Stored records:

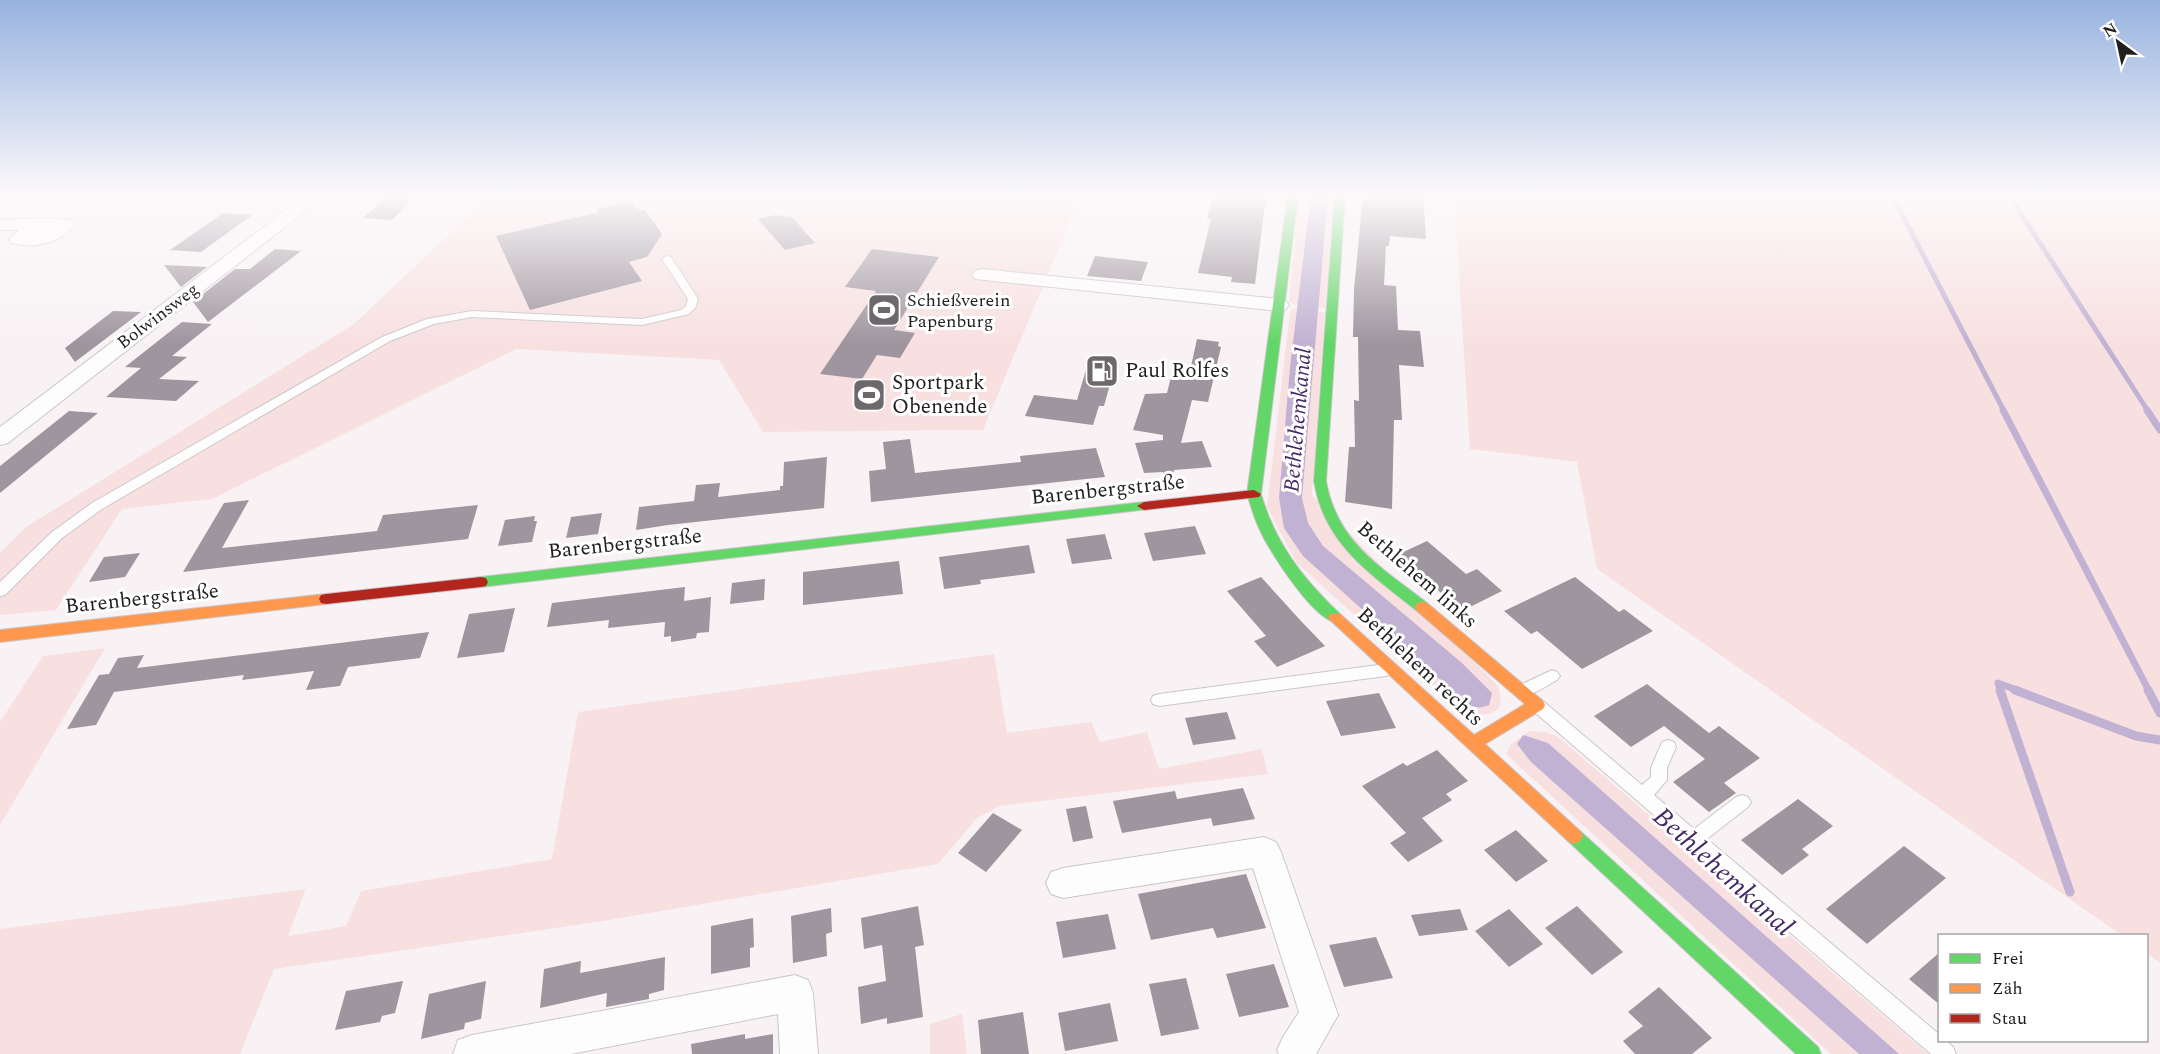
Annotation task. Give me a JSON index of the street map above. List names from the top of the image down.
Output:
{
  "streets": {
    "street": [
      "Bolwinsweg",
      "Barenbergstraße",
      "Bethlehem links",
      "Bethlehem rechts"
    ]
  },
  "crossings": [
    ["Barenbergstraße", "Bethlehem rechts"]
  ],
  "water": ["Bethlehemkanal"],
  "places": {
    "sports": ["Schießverein Papenburg", "Sportpark Obenende"],
    "fuel station": ["Paul Rolfes"]
  },
  "legend": ["Frei", "Zäh", "Stau"],
  "north": "top left"
}
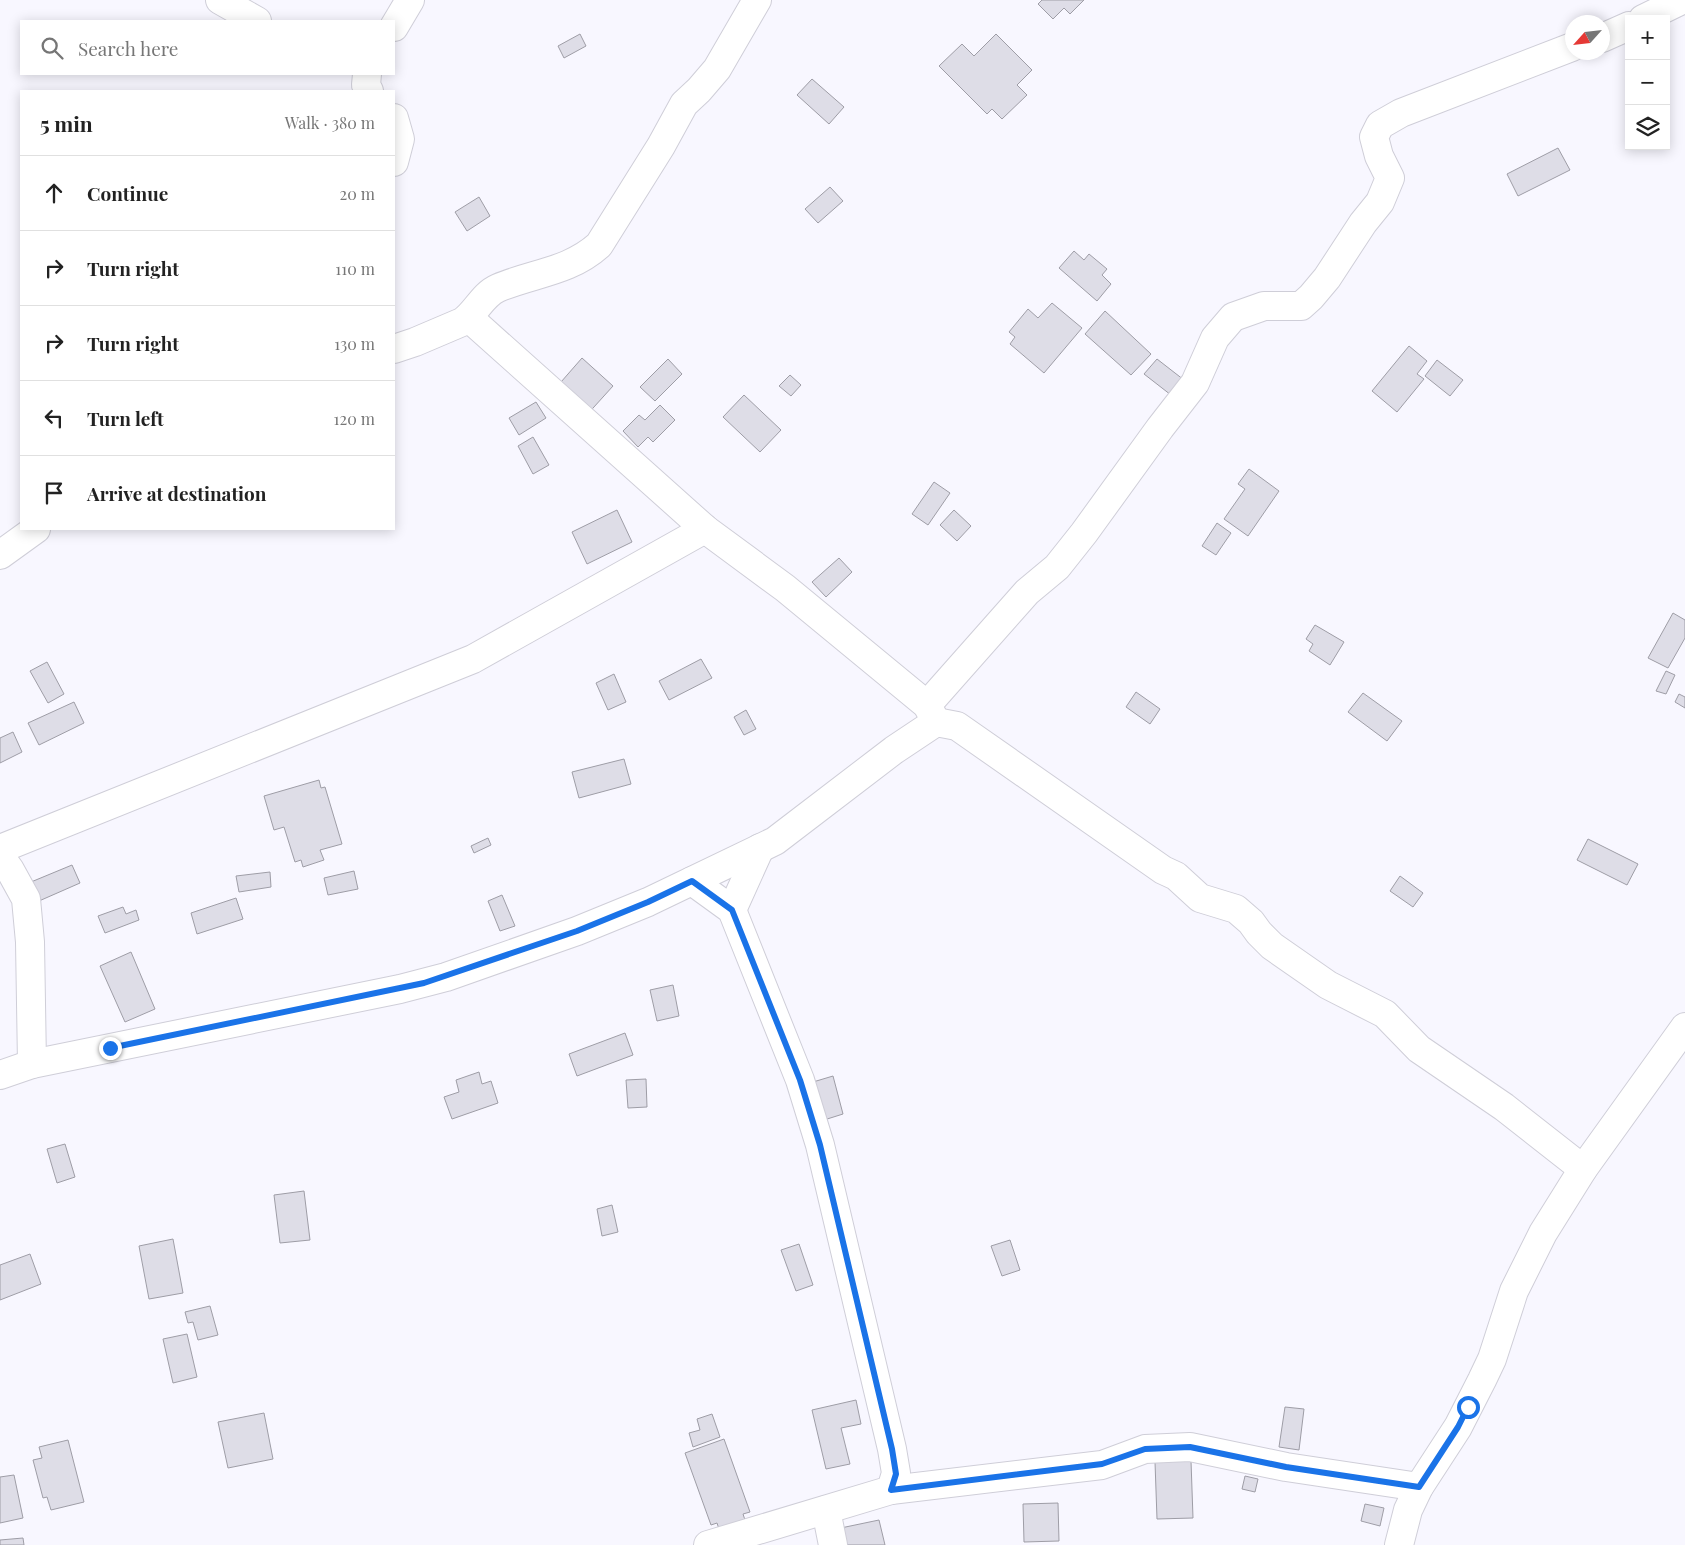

What you are asked to do
Nothing may be altered when you restate the records, but every picture must be dropped.

Answer to this problem
Annotation task. Give me a JSON index of the street map above. List names from the top of the image down.
Output:
{
  "streets": {
    "street": [
      "Bolwinsweg",
      "Barenbergstraße",
      "Bethlehem links",
      "Bethlehem rechts"
    ]
  },
  "crossings": [
    ["Barenbergstraße", "Bethlehem rechts"]
  ],
  "water": ["Bethlehemkanal"],
  "places": {
    "sports": ["Schießverein Papenburg", "Sportpark Obenende"],
    "fuel station": ["Paul Rolfes"]
  },
  "legend": ["Frei", "Zäh", "Stau"],
  "north": "top left"
}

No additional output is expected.